CBGD is a progressive disease characterized by movement disorders and dementia. The most common motor findings are asymmetric parkinsonism with rigidity, bradykinesia, gait disorder, and tremor.1 Most CBGD patients also have dystonia and myoclonus, and about 40 percent develop the alien hand syndrome during their course.1 The alien hand phenomenon is the sensation that an extremity is "foreign" and that it manifests spontaneous movements not under the patient's control.5 As the disease progresses, the motor signs become bilateral and dementia develops. Asymmetric astereognosia, sensory extinction, and left visual attentional difficulty may also result from CBGD;7,8 however, other sensory or visuospatial disturbances are reported infrequently.

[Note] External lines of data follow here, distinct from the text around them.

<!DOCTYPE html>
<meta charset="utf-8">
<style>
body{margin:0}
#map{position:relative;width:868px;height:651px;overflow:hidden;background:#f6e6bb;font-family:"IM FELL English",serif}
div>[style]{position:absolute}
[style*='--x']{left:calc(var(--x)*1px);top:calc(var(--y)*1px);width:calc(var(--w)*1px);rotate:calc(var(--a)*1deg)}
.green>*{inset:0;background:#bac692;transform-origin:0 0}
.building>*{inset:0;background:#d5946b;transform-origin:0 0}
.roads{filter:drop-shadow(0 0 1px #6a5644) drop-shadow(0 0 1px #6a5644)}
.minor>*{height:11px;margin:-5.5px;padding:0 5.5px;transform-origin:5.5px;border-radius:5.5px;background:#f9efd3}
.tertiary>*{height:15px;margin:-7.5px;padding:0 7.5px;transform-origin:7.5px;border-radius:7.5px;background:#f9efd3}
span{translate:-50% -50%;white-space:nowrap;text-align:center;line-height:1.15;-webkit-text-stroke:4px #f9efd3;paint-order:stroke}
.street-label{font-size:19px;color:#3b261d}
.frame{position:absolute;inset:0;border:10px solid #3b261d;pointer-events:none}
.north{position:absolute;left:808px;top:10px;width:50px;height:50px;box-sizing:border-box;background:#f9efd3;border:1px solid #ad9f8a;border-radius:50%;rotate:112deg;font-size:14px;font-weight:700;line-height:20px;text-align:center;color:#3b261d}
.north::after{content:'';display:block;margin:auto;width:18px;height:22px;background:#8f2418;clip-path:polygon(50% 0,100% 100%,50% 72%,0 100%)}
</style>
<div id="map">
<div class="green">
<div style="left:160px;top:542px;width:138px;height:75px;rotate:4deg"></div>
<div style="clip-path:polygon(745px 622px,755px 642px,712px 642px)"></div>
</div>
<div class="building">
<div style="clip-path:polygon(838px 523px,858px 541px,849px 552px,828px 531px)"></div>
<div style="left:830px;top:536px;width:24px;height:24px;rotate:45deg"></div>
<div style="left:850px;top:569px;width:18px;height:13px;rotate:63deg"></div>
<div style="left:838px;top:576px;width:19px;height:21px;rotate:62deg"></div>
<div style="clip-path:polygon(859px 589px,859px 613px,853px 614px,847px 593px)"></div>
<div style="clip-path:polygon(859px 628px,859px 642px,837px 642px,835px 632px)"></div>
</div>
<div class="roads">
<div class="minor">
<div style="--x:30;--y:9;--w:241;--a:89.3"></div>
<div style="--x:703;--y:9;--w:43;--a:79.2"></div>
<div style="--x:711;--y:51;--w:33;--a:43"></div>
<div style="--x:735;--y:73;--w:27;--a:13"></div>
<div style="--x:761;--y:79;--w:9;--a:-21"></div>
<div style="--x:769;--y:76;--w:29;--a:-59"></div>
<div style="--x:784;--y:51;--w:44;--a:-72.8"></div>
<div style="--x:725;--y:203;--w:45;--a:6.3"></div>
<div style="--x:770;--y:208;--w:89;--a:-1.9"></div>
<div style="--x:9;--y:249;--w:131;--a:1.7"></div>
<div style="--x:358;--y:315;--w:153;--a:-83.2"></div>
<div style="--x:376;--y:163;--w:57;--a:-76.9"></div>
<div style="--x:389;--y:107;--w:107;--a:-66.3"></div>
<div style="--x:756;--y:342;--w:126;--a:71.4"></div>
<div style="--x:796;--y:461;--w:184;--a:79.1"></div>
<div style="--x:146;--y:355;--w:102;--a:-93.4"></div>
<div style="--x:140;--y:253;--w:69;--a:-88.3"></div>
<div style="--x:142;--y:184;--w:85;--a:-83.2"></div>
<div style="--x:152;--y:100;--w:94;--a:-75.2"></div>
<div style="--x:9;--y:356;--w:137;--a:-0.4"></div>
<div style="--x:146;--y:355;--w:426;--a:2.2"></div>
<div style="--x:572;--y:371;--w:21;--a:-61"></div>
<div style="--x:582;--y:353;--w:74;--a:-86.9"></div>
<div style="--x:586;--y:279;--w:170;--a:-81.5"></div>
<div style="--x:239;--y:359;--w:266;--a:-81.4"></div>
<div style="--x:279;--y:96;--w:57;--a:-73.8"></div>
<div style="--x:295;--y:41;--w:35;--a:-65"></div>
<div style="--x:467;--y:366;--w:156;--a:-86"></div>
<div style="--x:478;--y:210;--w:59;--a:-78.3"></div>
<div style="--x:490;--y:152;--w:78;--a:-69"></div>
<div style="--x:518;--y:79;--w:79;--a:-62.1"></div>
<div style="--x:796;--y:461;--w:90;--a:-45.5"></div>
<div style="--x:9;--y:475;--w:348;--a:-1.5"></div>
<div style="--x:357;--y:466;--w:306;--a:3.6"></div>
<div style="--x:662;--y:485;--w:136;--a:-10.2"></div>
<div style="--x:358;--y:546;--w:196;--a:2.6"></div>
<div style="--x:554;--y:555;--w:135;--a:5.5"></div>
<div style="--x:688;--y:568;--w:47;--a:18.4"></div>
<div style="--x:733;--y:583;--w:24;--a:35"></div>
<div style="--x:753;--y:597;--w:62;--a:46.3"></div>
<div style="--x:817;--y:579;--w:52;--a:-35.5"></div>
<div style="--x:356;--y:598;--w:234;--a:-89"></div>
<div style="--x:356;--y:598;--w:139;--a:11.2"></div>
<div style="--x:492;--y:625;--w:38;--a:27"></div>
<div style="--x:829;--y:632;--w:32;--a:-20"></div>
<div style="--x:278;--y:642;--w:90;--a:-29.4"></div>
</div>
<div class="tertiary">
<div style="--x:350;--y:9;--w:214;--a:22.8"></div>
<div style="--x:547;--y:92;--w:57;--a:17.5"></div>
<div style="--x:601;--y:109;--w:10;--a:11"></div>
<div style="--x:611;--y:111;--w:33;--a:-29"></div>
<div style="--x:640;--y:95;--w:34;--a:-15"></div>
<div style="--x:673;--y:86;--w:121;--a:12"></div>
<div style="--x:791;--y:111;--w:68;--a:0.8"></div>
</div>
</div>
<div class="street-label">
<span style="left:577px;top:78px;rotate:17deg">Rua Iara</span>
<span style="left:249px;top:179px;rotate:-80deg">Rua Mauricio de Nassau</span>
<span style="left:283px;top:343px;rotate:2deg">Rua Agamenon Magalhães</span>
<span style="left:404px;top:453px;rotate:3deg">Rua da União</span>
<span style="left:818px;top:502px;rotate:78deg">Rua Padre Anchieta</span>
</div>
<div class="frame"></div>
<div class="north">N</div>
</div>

Pathology includes neuronal loss, gliosis, ballooned neurons, tau-positive achromatic inclusions, and reduced dopamine concentrations affecting the frontal and parietal cortex, basal ganglia, and substantia nigra.9 Similar to Balint's syndrome, CBGD eventually results in injury to both parietal cortices,1,2 as evidenced by parietal hypoperfusion or hypometabolism on functional neuroimaging.10
Prior investigators have reported Balint's syndrome from Alzheimer's disease, strokes, multifocal leukoencephalopathy, and Creutzfeldt-Jakob disease.1—4 These diseases all produce bilateral neuropathology in the inferior parietal and adjacent superior occipital cortex, the lesions responsible for Balint's syndrome.1—4 There are two multisynaptic visual pathways emanating from the primary visual cortex: an inferior temporal "what" system dealing with form and color and a parietal "where" system dealing with spatial concepts.11 The occurrence of Balint's syndrome in this patient is consistent with disruption of the visual "where" system from parietal disease due to CBGD.

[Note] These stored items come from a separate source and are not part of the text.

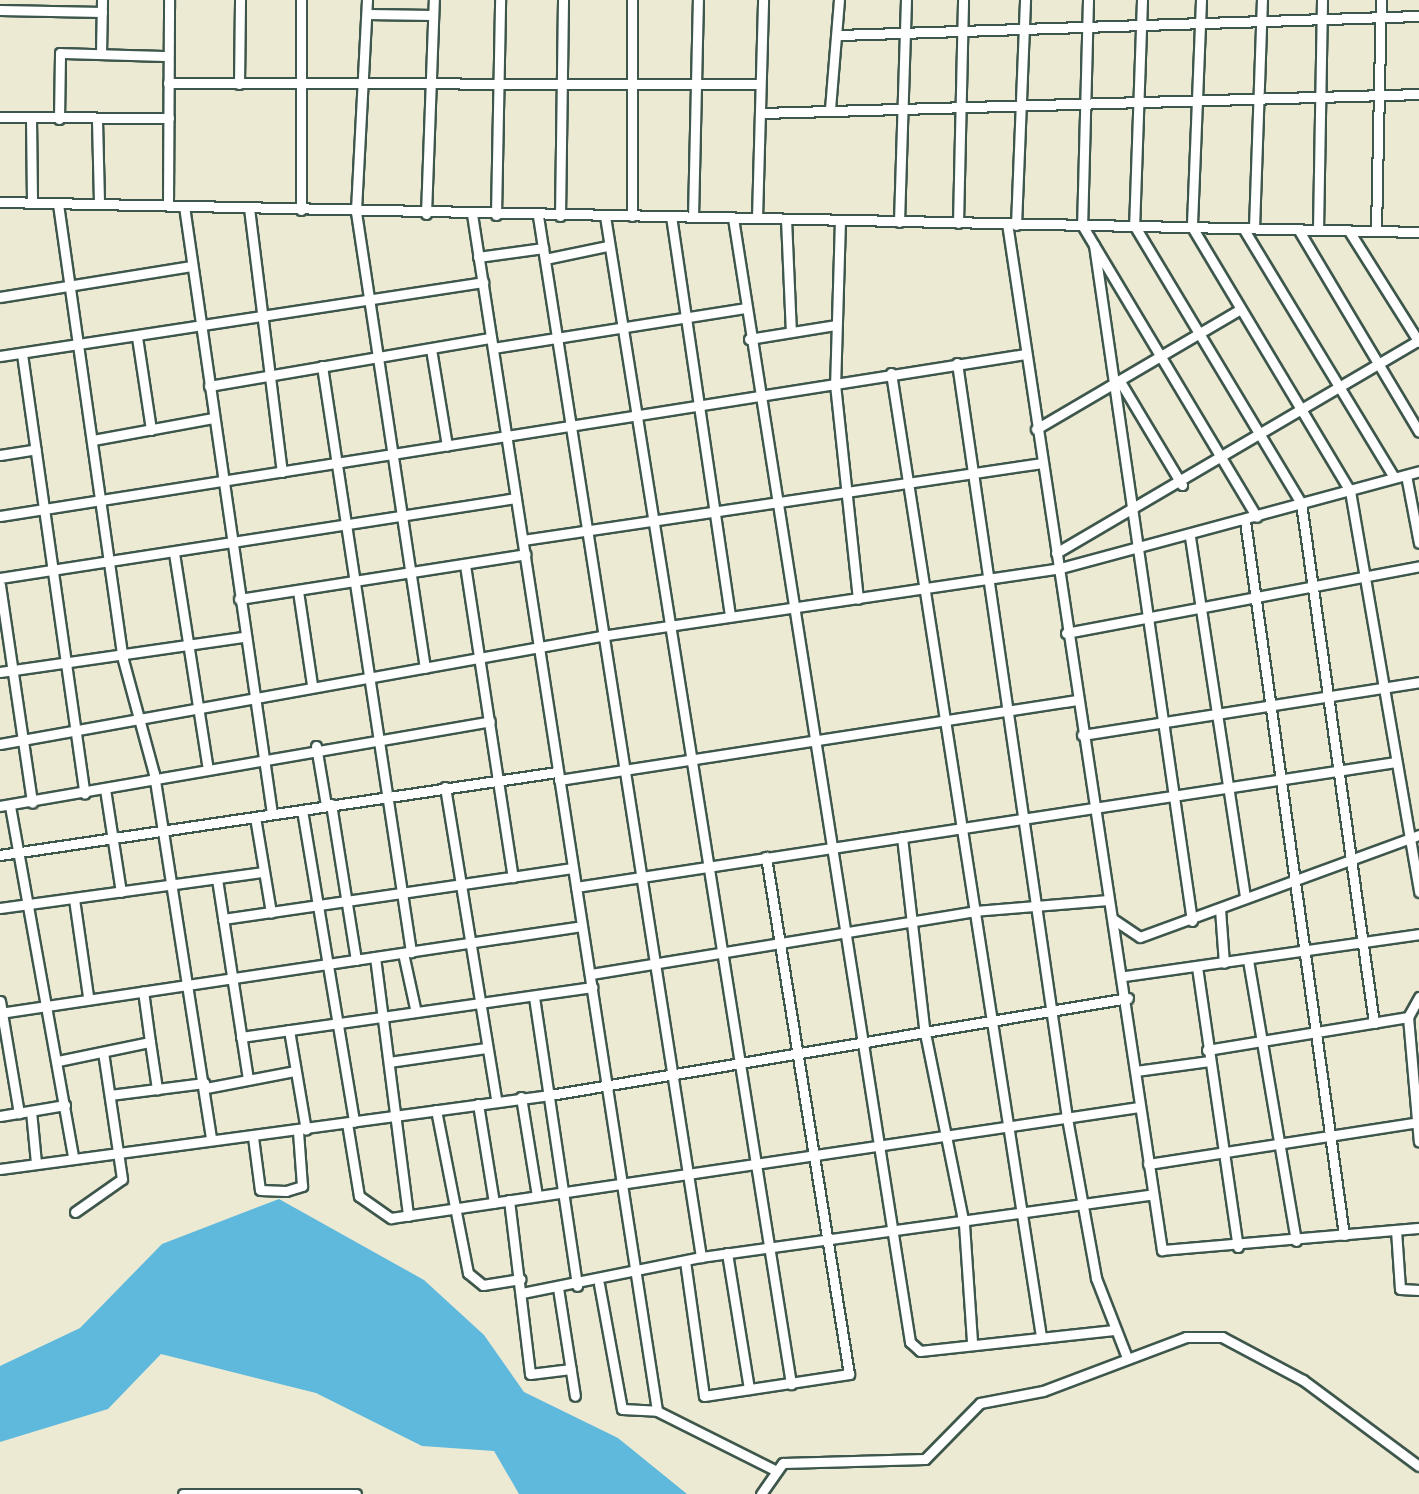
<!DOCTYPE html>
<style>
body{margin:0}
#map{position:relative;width:1419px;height:1494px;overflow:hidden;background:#edead4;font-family:Vollkorn,serif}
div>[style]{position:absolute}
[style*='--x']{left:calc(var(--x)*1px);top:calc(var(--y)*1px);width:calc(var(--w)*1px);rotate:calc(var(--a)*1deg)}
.water>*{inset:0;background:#5fb9dd}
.roads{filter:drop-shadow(2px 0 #3e574c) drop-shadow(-2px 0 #3e574c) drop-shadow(0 2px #3e574c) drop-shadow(0 -2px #3e574c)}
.minor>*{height:9px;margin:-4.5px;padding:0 4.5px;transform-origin:4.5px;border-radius:4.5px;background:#fff}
span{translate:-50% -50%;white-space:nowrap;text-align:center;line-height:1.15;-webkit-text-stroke:10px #f6f6f2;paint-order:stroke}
</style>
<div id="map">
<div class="water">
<i style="clip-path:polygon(279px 1199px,424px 1280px,484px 1335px,524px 1392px,618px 1438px,687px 1494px,519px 1494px,494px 1451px,422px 1446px,316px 1393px,161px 1354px,108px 1409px,0 1442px,0 1366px,80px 1328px,162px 1244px)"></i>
</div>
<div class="roads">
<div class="minor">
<i style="--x:367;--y:0;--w:212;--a:93"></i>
<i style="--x:356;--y:212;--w:461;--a:81.4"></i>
<i style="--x:1088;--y:0;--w:225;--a:91.5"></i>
<i style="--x:1082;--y:225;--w:340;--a:59.1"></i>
<i style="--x:1142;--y:0;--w:225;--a:92"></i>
<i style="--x:1134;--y:225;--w:324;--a:59"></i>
<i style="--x:1301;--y:503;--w:525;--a:82.01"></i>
<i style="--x:1201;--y:0;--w:227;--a:92.3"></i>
<i style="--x:1192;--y:227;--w:308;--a:59.1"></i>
<i style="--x:1350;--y:491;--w:407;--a:80.2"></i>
<i style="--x:0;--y:10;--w:102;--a:1.1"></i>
<i style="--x:367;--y:14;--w:66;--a:0.9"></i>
<i style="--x:839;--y:35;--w:580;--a:-1.88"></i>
<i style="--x:101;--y:53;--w:53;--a:-88.9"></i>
<i style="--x:168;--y:83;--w:592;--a:0.1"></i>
<i style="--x:239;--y:84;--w:84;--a:-89.3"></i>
<i style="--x:830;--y:109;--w:109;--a:-85.3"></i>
<i style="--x:761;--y:113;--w:658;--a:-1.65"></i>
<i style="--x:0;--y:117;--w:169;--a:0.3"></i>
<i style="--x:31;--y:118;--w:85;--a:89.3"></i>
<i style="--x:59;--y:119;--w:66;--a:-89.1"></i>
<i style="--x:60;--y:53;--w:108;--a:1.6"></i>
<i style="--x:97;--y:120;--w:84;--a:88.6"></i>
<i style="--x:0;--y:202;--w:1419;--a:1.21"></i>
<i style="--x:58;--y:204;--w:457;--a:81.9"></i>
<i style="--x:122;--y:656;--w:122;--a:74.8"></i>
<i style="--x:154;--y:774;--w:367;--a:81.1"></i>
<i style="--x:168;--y:205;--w:205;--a:-89.7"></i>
<i style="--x:184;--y:206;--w:614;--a:81.76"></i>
<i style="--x:249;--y:208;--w:266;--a:82.9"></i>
<i style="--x:301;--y:210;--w:210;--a:-90"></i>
<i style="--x:426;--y:214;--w:214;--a:-87.9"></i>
<i style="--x:472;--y:214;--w:1211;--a:81.21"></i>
<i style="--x:496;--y:215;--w:215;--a:-88.9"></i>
<i style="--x:538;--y:216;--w:1054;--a:81.1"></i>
<i style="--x:560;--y:216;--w:216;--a:-89.2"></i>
<i style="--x:605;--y:216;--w:1183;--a:80.95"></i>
<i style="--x:632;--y:216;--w:216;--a:-90"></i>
<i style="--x:671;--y:216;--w:404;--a:81.6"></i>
<i style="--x:693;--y:217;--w:217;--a:-88.7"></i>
<i style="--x:733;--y:218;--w:1138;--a:81.05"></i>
<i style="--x:910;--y:1342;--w:13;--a:42"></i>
<i style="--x:920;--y:1351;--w:195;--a:-6.2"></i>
<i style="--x:757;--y:218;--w:218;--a:-88.4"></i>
<i style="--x:786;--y:219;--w:113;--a:87.5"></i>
<i style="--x:840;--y:220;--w:164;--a:91.7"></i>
<i style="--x:835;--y:384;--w:216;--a:83.9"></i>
<i style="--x:899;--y:222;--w:222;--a:-88.2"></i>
<i style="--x:958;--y:223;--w:223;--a:-88.7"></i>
<i style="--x:1007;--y:223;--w:1039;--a:81.42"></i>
<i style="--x:1162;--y:1250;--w:258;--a:-4.9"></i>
<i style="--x:1016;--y:225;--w:225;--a:-87.7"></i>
<i style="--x:1243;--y:228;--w:291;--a:58.8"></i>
<i style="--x:1254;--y:228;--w:228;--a:-88"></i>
<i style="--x:1298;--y:229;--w:236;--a:59.2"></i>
<i style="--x:1318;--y:230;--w:230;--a:-89"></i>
<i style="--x:1349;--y:231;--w:131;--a:57.8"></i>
<i style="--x:1376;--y:231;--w:231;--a:-88.8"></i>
<i style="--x:1094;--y:245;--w:683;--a:81.75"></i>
<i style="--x:478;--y:257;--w:66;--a:-7.9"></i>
<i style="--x:545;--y:259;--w:63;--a:-11.8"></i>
<i style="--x:0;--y:297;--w:194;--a:-9.2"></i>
<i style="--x:137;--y:337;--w:94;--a:81.4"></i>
<i style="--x:749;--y:339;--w:87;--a:-9.2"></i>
<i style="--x:493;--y:348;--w:255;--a:-9"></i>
<i style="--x:431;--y:349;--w:98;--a:80.6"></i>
<i style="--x:22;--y:354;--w:444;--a:81.9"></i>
<i style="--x:0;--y:356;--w:489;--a:-8.7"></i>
<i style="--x:957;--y:363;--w:763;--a:81.71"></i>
<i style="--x:1067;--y:1118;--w:163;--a:79.7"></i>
<i style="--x:1096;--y:1278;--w:83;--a:68.7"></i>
<i style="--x:322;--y:366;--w:593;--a:81.36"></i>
<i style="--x:891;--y:373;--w:975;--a:81.15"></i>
<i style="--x:1121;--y:383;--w:119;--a:59.1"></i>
<i style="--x:209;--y:386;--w:286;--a:-9.7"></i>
<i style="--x:1036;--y:429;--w:235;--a:-30.4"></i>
<i style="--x:93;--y:440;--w:122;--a:-10.4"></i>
<i style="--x:0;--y:455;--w:36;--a:-9"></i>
<i style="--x:1406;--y:475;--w:69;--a:79.2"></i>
<i style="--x:0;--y:516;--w:1038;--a:-8.98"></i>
<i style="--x:1245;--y:521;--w:721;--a:82.11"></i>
<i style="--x:1190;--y:537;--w:364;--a:81.3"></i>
<i style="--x:523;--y:540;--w:525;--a:-8.44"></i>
<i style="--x:174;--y:553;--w:214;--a:81.1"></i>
<i style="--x:1056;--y:553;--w:421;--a:-30.4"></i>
<i style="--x:465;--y:565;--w:316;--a:81.3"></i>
<i style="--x:0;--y:578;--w:522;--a:-8.81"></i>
<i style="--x:0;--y:585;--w:220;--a:81.6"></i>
<i style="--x:298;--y:591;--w:95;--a:81.5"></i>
<i style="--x:239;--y:599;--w:290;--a:-8.9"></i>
<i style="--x:1066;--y:633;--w:359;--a:-10.7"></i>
<i style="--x:0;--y:672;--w:245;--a:-8.2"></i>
<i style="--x:1082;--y:735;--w:341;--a:-8.9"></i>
<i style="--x:0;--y:744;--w:611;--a:-10.19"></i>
<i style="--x:601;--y:636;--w:461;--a:-8.4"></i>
<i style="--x:1057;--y:569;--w:375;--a:-15.1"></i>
<i style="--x:316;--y:746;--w:60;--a:80.4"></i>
<i style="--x:559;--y:780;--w:524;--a:-8.78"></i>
<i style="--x:445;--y:787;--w:317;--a:80.7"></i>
<i style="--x:105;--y:789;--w:104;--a:81.2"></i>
<i style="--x:331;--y:804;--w:158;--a:80.9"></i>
<i style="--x:0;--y:806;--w:497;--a:-9.8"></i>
<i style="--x:10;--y:806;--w:356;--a:79.8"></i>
<i style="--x:302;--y:810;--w:316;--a:80.5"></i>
<i style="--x:255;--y:817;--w:97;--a:80.5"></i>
<i style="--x:902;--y:837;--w:192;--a:83.4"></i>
<i style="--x:924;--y:1028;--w:200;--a:78.5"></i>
<i style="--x:964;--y:1224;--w:118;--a:86.1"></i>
<i style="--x:0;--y:855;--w:563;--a:-8.48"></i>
<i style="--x:217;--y:879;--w:202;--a:81.2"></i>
<i style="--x:576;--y:887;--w:829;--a:-8.67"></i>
<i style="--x:74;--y:899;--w:98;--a:81.8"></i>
<i style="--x:0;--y:908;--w:266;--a:-7.8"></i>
<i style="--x:1220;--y:909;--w:54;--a:85.8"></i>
<i style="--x:223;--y:919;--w:353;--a:-8.3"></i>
<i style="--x:1113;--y:919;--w:32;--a:34"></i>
<i style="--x:1140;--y:937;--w:297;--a:-20.1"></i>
<i style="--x:403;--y:953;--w:56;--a:77.7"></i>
<i style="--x:375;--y:957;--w:261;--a:82.7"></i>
<i style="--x:1248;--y:960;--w:285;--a:80.3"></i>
<i style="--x:1197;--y:967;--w:283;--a:81.7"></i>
<i style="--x:591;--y:974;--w:388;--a:-9.3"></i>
<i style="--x:974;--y:911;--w:133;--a:-4.7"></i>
<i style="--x:1125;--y:976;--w:297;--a:-8.1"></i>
<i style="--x:534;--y:997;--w:292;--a:81.5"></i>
<i style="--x:0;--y:1001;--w:114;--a:80.4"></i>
<i style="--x:0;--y:1013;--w:588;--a:-8.5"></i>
<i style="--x:1408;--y:1017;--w:125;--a:85"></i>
<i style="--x:289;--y:1030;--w:101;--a:80.4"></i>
<i style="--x:241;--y:1037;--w:355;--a:-8.1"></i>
<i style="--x:150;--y:1042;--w:48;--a:81.5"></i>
<i style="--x:1207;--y:1050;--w:204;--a:-9.3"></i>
<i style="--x:1408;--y:1017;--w:23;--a:-61"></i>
<i style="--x:58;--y:1061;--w:94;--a:-11.7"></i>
<i style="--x:150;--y:1042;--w:51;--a:-97.8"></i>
<i style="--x:389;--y:1062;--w:98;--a:-8.2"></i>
<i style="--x:1136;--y:1071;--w:74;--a:-7.8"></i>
<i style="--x:206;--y:1088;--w:91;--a:-10.8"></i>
<i style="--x:110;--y:1095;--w:95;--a:-7.3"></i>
<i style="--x:521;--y:1097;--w:100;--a:80.8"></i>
<i style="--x:478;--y:1104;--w:100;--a:80.8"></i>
<i style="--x:436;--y:1110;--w:166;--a:78.9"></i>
<i style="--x:468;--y:1273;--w:19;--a:39"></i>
<i style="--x:483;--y:1285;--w:38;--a:-9"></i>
<i style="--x:31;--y:1111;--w:52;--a:84.5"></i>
<i style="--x:0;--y:1116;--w:66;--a:-9.6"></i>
<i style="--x:347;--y:1123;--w:74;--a:80.7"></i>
<i style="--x:359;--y:1196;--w:39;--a:35"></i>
<i style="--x:391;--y:1218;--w:756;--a:-8.44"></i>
<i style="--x:253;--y:1137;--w:53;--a:82.5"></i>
<i style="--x:260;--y:1190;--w:26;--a:2"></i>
<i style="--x:286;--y:1191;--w:17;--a:-17"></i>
<i style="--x:302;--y:1186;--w:55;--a:-94.2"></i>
<i style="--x:1148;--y:1164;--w:269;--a:-8.8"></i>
<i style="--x:0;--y:1169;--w:555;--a:-7.66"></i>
<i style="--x:550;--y:1095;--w:586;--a:-9.53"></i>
<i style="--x:509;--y:1200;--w:175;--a:83.1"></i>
<i style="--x:530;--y:1374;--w:41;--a:-7"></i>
<i style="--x:75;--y:1212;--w:57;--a:-35.1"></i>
<i style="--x:122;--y:1179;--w:128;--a:-98.5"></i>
<i style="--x:1396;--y:1230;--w:59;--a:86.1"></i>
<i style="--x:1400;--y:1289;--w:19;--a:3"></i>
<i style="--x:727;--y:1253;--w:138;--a:80.8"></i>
<i style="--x:685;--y:1261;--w:136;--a:82"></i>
<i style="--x:704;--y:1396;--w:147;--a:-8.6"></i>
<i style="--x:849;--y:1374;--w:524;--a:-99.12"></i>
<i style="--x:599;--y:1284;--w:127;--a:79.6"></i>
<i style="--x:622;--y:1409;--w:35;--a:3"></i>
<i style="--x:657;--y:1411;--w:130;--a:26.6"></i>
<i style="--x:558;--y:1288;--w:109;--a:81.1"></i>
<i style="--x:522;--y:1293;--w:183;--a:-11.4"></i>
<i style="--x:701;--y:1257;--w:456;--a:-7.9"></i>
<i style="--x:183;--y:1494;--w:173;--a:0"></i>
<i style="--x:761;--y:1494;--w:38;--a:-55"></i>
<i style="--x:783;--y:1463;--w:142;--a:-1.6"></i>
<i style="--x:925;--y:1459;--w:78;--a:-45.5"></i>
<i style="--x:980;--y:1403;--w:64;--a:-10.8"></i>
<i style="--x:1043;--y:1391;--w:153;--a:-20.7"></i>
<i style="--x:1186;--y:1337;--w:36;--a:0"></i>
<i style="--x:1222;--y:1337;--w:92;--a:28"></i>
<i style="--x:1303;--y:1380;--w:144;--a:36.6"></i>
</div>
</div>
</div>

Two further issues must be considered in this case. First, the diagnosis of CBGD cannot be definitely established in the absence of pathology. This patient, however, had characteristic motor symptoms, including ideomotor apraxia and a history of an alien hand, as well as dementia. A second consideration is that memory and other cognitive deficits, apraxia, dystonia, and limited head movements confounded or obscured the assessment of simultanagnosia, oculomotor apraxia, and optic ataxia. In this patient, however, Balint's syndrome persisted despite compensation or improvement in the other cognitive or motor deficits on examination.
This patient illustrates Balint's syndrome as a consequence of visuospatial dysfunction in CBGD. Because of the complicating movement abnormalities and cognitive deficits of CBGD, clinicians may miss Balint's syndrome unless they test for this visuospatial syndrome.